1991年にル・マン24時間レースで日本車として初優勝した「787B」は昨年、日本自動車殿堂「歴史遺産車」に選定。RE搭載車では67年発売の「コスモスポーツ」に続く。今年2月1日、36人の技術者が集まり「RE開発グループ」を復活させた。発電用などで一層改良するほか、環境規制が強まる中でカーボンニュートラル(CN)燃料対応など研究開発を進める方針だ。 1974年の本誌インタビューで当時の松田耕平社長は排出ガス規制の強化に触れ、「まず、いかにして現在の燃料でエネルギー効率を高めるか。長期的に見るとREの燃料はガソリンからアルコール系へ、そして水素へと進みそうだ」と話した。50年たった現在、同社は水素燃料のRE搭載車を世界で初めて実用化(2006年にリース販売)。CN燃料を使うロードスター(2・0L直列4気筒自然吸気エンジン)をスーパー耐久レースで走らせている。ものづくり企業にとって基幹技術を磨くことは無論、その時代に求められる形を模索し続ける姿勢が必要なのだろう。

中国工業 / 細川 光一 常務

LPガス容器製造で国内トップシェアを持つメーカーとして、あらゆるガス種に対応する圧力容器を造れる会社を目指している。その一貫で、次世代高圧ガス容器「キュビタン」を京都大学発スタートアップのアトミス(神戸)と共同で開発。ガス吸着剤に多孔性配位高分子(PCP/MOF)を使うことで、ガスの大幅な圧縮に成功した。軽くてコンパクトな約30㌢四方のケースに入れて使うことを想定しており、最終的には一般的な鋼製ガス容器に比べてサイズを90%、重量を75%抑える目標を掲げている。今春にはアトミスなどがメタンガス配送の実証実験をインドネシアで実施する計画だ。これにより、配送にかかる人件コストを削減しつつ、パイプラインに依存することなく大量のガスが輸送できる。これまで目視に頼っていたメーター計測や在庫管理はデジタル化で効率を高める計画だ。
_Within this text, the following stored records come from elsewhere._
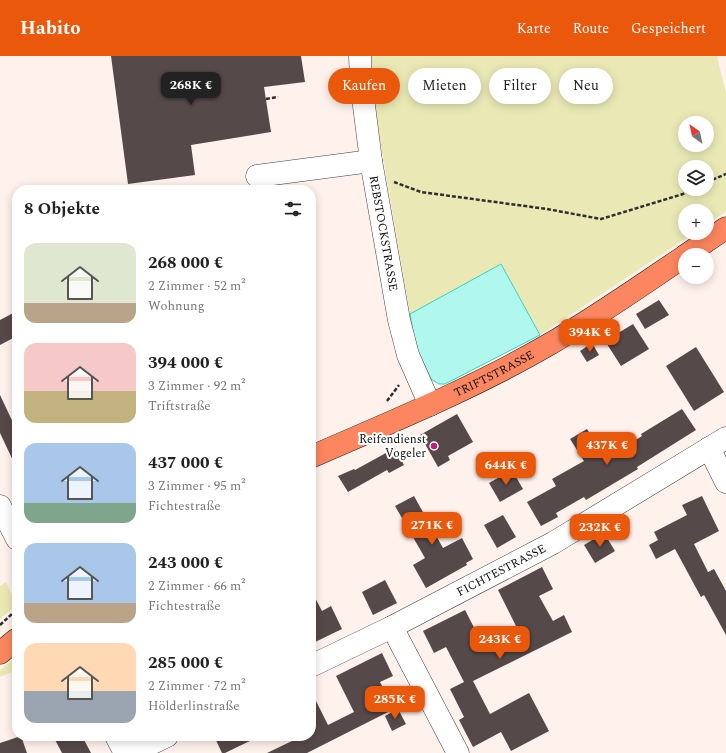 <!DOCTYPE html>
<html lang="de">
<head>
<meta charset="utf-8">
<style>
	:root { --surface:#fff; --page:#f6f6f6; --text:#222; --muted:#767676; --accent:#ea580c }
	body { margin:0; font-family:Spectral,serif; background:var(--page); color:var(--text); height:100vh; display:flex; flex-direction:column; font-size:15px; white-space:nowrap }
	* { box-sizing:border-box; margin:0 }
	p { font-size:13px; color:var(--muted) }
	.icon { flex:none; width:22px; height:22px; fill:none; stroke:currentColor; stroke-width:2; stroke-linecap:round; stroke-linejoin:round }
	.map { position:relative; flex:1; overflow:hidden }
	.details { position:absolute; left:12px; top:129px; width:304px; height:556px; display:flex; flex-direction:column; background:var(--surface); border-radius:16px; box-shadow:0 2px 10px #0003 }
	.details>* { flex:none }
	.banner { position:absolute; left:328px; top:12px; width:338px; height:36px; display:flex; gap:8px }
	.needle { width:26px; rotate:327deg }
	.buttons { position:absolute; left:678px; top:60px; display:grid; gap:8px }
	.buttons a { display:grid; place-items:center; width:36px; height:36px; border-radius:50%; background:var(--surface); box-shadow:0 2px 10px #0003; font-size:20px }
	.price { position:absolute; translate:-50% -34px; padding:0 9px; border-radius:8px; background:var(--accent); color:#fff; font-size:13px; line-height:26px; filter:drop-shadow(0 1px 2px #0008) }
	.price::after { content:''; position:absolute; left:50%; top:24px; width:12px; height:9px; margin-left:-6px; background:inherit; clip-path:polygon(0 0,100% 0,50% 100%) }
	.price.on { background:#222; color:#fff }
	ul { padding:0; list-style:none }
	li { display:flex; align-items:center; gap:12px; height:100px; padding:0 12px }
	li span { display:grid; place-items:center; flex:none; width:112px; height:80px; border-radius:12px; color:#555 }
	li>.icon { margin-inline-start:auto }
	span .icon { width:48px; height:48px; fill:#fffc; stroke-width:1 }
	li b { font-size:17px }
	h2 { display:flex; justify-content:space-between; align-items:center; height:48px; padding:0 12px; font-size:17px }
	.pill { padding:0 14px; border-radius:18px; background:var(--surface); box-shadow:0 2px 10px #0003; font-size:14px; line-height:36px }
	.pill.on { background:var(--accent); color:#fff }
	header { display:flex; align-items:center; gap:24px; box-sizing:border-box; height:56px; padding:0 20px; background:var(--accent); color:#fff }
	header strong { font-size:19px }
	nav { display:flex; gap:22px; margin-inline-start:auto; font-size:14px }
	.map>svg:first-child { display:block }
	.green { fill:#eae9b5; fill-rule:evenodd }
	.water { fill:#b0f8ee; stroke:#35d1bf }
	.building { fill:#56494a }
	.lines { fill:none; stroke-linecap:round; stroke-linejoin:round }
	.minor-casing { stroke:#404040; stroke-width:23 }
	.major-casing { stroke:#1e1e1e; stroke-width:23 }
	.path { stroke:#2f2f2f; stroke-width:2.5; stroke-dasharray:4 2; stroke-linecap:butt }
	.minor { stroke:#fff; stroke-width:22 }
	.major { stroke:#fc865f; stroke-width:22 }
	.poi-dot { fill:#c0217a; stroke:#fff; stroke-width:1.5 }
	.labels { text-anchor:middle; stroke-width:4; stroke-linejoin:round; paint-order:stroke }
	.street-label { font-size:12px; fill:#0d0d0d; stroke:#fff }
	.poi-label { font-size:12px; fill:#0d0d0d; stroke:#fff; text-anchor:end }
</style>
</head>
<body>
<header>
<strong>Habito</strong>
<nav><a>Karte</a><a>Route</a><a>Gespeichert</a></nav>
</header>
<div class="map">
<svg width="726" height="697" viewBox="0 0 726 697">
	<rect width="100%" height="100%" fill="#fff2ec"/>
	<g class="green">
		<path d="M 369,0 L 717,0 L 726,37 L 726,156 L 707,168 L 707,155 L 685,155 L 685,177 L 694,177 L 540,279 L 501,208 L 410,258 L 369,20 ZM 685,67 L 707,67 L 707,89 L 685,89 ZM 685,111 L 707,111 L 707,133 L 685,133 Z"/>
		<path d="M 6,526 L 15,546 L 14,551 L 0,563 L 0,530 Z"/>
		<path d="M 17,600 L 17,614 L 0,621 L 0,614 Z"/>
	</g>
	<path class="water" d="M 501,208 L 540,279 L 445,328 L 439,328 L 431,323 L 416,292 L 410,258 Z"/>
	<g class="building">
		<path d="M 111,0 L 301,0 L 305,26 L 264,31 L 271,76 L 191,89 L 195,119 L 128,128 Z"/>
		<path d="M 659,244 L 669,259 L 645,273 L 636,258 Z"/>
		<path d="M 17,255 L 17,280 L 0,289 L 0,264 Z"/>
		<path d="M 633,268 L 649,293 L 621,310 L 605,285 Z"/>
		<path d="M 592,287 L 599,299 L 587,306 L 580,295 Z"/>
		<path d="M 696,291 L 724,336 L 694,355 L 666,310 Z"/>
		<path d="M 0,339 L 17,375 L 17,413 L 0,377 Z"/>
		<path d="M 682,353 L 696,374 L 637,411 L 638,413 L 586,444 L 584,441 L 556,457 L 558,461 L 541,470 L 527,446 L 556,430 L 552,423 L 584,405 L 570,383 L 587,373 L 605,403 L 642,380 L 641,378 Z"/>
		<path d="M 457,358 L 473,386 L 448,400 L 450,404 L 438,411 L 420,379 Z"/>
		<path d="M 395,392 L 404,409 L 389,417 L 387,414 L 348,436 L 338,420 L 354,413 L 355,414 Z"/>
		<path d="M 512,414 L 523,433 L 500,446 L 489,427 Z"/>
		<path d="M 414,440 L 443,492 L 462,482 L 473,503 L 466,507 L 467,509 L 426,532 L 413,509 L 425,502 L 395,450 Z"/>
		<path d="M 702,440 L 719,475 L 694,488 L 708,516 L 714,513 L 726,535 L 726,579 L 704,539 L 701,541 L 675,493 L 656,503 L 649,489 L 658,484 L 654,476 L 687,459 L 682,449 Z"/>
		<path d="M 503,459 L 516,481 L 497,492 L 484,469 Z"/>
		<path d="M 604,477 L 615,495 L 595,507 L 584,489 Z"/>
		<path d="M 542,511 L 553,533 L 539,540 L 553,565 L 564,559 L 572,576 L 473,625 L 490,658 L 529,637 L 549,675 L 511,695 L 501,676 L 473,691 L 459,664 L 464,661 L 450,633 L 464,626 L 446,591 L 434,597 L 423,575 L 465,554 L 482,587 L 516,570 L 498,534 Z"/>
		<path d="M 385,524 L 397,547 L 373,559 L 362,536 Z"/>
		<path d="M 311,534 L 322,555 L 331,550 L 342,573 L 311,588 Z"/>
		<path d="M 382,597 L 393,620 L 380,626 L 394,653 L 307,697 L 267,697 L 294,684 L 292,680 L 311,680 L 311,635 L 328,669 L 354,656 L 336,620 Z"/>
		<path d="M 398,653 L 406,668 L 392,675 L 385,660 Z"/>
		<path d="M 21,680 L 27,697 L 0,697 L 0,687 Z"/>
		<path d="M 53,680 L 82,680 L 91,697 L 62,697 Z"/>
		<path d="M 214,680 L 260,680 L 225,697 L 222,697 Z"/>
	</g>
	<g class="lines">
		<g class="minor-casing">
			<g id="minor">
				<path id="s1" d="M 360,0 L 361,26 L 371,105 L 399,264 L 408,299 L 430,349"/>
				<path d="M 257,120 L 371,105"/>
				<path d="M 709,392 L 726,426"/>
				<path d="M 0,450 L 17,483"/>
				<path d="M 392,571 L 458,697"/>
				<path id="s2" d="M 311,610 L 392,571 L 553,487 L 726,382"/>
				<path d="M 116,680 L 125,697"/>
				<path d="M 132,697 L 167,680"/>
			</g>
		</g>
		<g class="major-casing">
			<g id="major">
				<path d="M 686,199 L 726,172"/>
				<path id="s3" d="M 311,401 C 391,366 472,333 548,289 C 595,262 640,230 685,200"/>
				<path d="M 0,597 L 17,583"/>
			</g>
		</g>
		<g class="path">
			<path d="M 266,43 L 278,41"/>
			<path d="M 394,126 L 421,136 L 547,153 L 601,163 L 683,138 L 693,133"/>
			<path d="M 707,126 L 726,118"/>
			<path d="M 387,345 L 399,329"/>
			<path d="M 0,569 L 13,557 L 17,551"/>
		</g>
		<use href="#minor" class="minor"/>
		<use href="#major" class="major"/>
	</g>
	<circle class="poi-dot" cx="434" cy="390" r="4"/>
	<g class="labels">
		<g class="street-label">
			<text dy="4" stroke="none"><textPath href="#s1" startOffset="179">REBSTOCKSTRASSE</textPath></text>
			<text dy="4" stroke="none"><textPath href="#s3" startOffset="201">TRIFTSTRASSE</textPath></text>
			<text dy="4" stroke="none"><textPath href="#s2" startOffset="213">FICHTESTRASSE</textPath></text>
		</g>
		<g class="poi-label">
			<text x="426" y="387">Reifendienst<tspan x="426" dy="14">Vogeler</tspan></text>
		</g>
	</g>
</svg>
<div class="buttons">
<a><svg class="needle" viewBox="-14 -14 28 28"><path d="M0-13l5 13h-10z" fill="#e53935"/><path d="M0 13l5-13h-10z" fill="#767676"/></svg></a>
<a><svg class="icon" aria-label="layers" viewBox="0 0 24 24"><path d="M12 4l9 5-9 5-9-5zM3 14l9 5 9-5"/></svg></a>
<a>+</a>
<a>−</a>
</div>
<b class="price on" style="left:191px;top:50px">268K €</b>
<b class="price" style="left:590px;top:297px">394K €</b>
<b class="price" style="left:607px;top:410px">437K €</b>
<b class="price" style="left:506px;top:430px">644K €</b>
<b class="price" style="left:432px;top:490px">271K €</b>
<b class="price" style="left:600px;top:492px">232K €</b>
<b class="price" style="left:500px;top:604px">243K €</b>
<b class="price" style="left:395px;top:664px">285K €</b>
<div class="banner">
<a class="pill on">Kaufen</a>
<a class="pill">Mieten</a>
<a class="pill">Filter</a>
<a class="pill">Neu</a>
</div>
<section class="details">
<h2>8 Objekte<svg class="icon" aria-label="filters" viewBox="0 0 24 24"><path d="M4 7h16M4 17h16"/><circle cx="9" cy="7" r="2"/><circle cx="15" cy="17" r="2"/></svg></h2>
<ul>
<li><span style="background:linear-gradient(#dfe7d0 75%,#b9a48a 0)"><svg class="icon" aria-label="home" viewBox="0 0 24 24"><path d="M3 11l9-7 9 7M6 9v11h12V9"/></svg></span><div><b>268 000 €</b><p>2 Zimmer · 52 m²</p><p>Wohnung</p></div></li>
<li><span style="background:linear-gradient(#f6c9c9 60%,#c2b280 0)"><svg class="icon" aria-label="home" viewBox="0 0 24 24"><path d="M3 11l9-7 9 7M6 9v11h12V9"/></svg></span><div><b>394 000 €</b><p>3 Zimmer · 92 m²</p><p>Triftstraße</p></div></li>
<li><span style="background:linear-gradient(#a9c7e8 75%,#7fa58c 0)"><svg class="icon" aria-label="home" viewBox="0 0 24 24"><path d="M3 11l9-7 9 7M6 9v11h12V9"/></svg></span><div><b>437 000 €</b><p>3 Zimmer · 95 m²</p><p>Fichtestraße</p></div></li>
<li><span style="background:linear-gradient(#a9c7e8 75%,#b9a48a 0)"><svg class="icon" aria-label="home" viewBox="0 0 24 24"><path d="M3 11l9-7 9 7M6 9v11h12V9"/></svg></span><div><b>243 000 €</b><p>2 Zimmer · 66 m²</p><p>Fichtestraße</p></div></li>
<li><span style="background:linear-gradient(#ffd9b3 60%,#9aa5b1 0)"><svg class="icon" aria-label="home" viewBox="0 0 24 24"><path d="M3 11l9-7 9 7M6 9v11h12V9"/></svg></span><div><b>285 000 €</b><p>2 Zimmer · 72 m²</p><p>Hölderlinstraße</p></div></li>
</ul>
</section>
</div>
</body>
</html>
この技術を応用すれば水素用の容器も製作できる。過去には、NEDO(新エネルギー・産業技術総合開発機構)と水素ステーションで使う貯蔵タンクの研究にも取り組んでいた。一方、水素容器の実用化には課題も多い。一つは、ガス容器の国の認可取得には、何千万円という費用と数年の期間がかかることだ。自動車メーカーなどから具体的な規格の発注があれば取り掛かることができるが、今のところはなく、トヨタのように、自社で容器製造に取り組むメーカーもある。専用の調理機器で水素を燃焼させて食材を調理する「水素調理」なども世に出たが、軽くて燃えやすい水素には高度な技術と安全対策が不可欠なため、本格的な普及には時間がかかるだろう。その点、LPガスは二酸化炭素や窒素酸化物の排出が少ないうえ輸送と貯蔵が容易なため、今後も主要なエネルギーの一つとして重宝されるのではないかと考えている。